I personally would like to have seen at least some coverage of the first two days, if only to give the sense of a more comprehensive chronicle of the tournament as a whole. Of course, I realize that some folks didn’t care for the many minor subplots and characters often highlighted during the hours devoted to Days 1 and 2. In fact, looking back I see I myself wrote last August that “these Day 1 flights are okay, but not terribly riveting.” (Last year there was an hour each given to the four Day 1s, then two hours each to Day 2a and 2b.) So while I didn’t necessarily want to see Days 1 and 2 passed over entirely, I can understand the decision to do so.
My understanding is there will be four hours (two weeks) devoted to each of Days 3-8 going forward. As I say, they did include a few brief glimpses from the earlier days, including that routine with Phil Hellmuth walking in with a microphone on Day 1c. I happened to have been situated there at the secondary feature table that day, and so wrote up a little something about all of the takes it took to get that bit right.
Again, as I’ve noted before, I didn’t get a chance to see the live coverage back in July, which I’m sure is probably affecting both how some are watching the edited stuff as well as some of the decisions the producers are making regarding what they are choosing to show now.
Speaking of, for those of you who watched -- did it seem like a lot of players got pocket aces last night? Felt like at least a third of the hands shown, perhaps more, involved players with A-A. Would be curious to see just how many were.
Of course, a few of those hands with pocket aces provided some real drama, the most obviously coming in that crazy Max Heinzelmann-Shaun Deeb hand that came up near the end of what was shown last night. During the WSOP I was submitting some “WSOP Hand of the Day” reports over on Betfair poker, and that one -- in which Heinzelmann six-bet shoved A-6 into Deeb’s A-A -- was the easy choice for my Day 3 HOTD.
There were other semi-interesting moments, as far as the poker went. I enjoyed the hand early on in which Jean-Robert Bellande got river-bluffed by Sarah Bilney (if I remember her name correctly). Before that came that Brad Garrett double-up -- in which we caught a glimpse of our buddy Kevmath standing nearby -- was interesting as well, given how Garrett so cruelly slowrolled his opponent.

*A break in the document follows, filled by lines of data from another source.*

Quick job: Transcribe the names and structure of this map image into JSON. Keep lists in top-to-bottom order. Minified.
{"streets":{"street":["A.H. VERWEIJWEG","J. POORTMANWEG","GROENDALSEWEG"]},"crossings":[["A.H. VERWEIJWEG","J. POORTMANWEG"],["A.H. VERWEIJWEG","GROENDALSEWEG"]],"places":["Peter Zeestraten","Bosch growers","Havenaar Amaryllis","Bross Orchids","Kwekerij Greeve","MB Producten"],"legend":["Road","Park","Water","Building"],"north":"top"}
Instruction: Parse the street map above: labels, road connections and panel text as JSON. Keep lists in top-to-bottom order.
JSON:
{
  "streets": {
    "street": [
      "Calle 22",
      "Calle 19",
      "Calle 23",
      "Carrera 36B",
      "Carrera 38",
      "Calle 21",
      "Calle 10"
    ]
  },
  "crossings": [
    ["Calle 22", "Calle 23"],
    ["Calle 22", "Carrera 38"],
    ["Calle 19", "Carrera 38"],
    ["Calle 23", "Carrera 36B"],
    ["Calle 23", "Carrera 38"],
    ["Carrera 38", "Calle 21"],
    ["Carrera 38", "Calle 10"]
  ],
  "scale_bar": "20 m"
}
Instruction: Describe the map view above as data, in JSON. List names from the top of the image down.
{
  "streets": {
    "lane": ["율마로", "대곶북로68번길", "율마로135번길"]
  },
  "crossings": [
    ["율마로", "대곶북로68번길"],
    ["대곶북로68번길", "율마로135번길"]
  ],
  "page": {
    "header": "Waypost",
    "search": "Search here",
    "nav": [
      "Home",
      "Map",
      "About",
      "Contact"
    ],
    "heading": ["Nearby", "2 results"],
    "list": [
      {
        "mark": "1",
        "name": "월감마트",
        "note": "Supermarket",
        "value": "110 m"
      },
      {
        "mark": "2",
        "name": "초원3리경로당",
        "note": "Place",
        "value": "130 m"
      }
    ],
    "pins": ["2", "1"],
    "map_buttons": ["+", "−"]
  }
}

Overall, though, the whole show felt a little chaotic, even with the focus primarily being upon the two feature tables. I mentioned something along these lines last week, but there’s a difference with the overall look of the show this year that is kind of making it difficult for me to engage as thoroughly. I think it has to do not only with how it is being edited and packaged, but the shots and even the quality of the video recording.
Many shots, even at the feature tables, seem to have players in the foreground obstructing our view of those involved in the hands. And I think there’s something different about the way the shows are being recorded -- frame rate? -- that is lending them a look that more resembles what I can only describe as what you’d get with a camcorder as opposed to the “film”-like look we’ve seen in the past. (Perhaps someone with knowledge regarding commonly-employed options for video these days could describe the difference more clearly and accurately than I can.)
Again, as I said last week, I realize ESPN employed a different production team this time around and I don’t really want to be too critical. I’ve tended to enjoy pretty much all aspects of ESPN’s WSOP coverage in the past, and so realize that I’m probably going to need time to get used to any differences, both in the way the show looks and how it is put together.
Strangely enough, these edited shows really seem more like a live show than did past coverage. Which may well be intended, I don’t know. Those of you who are watching, what are your thoughts?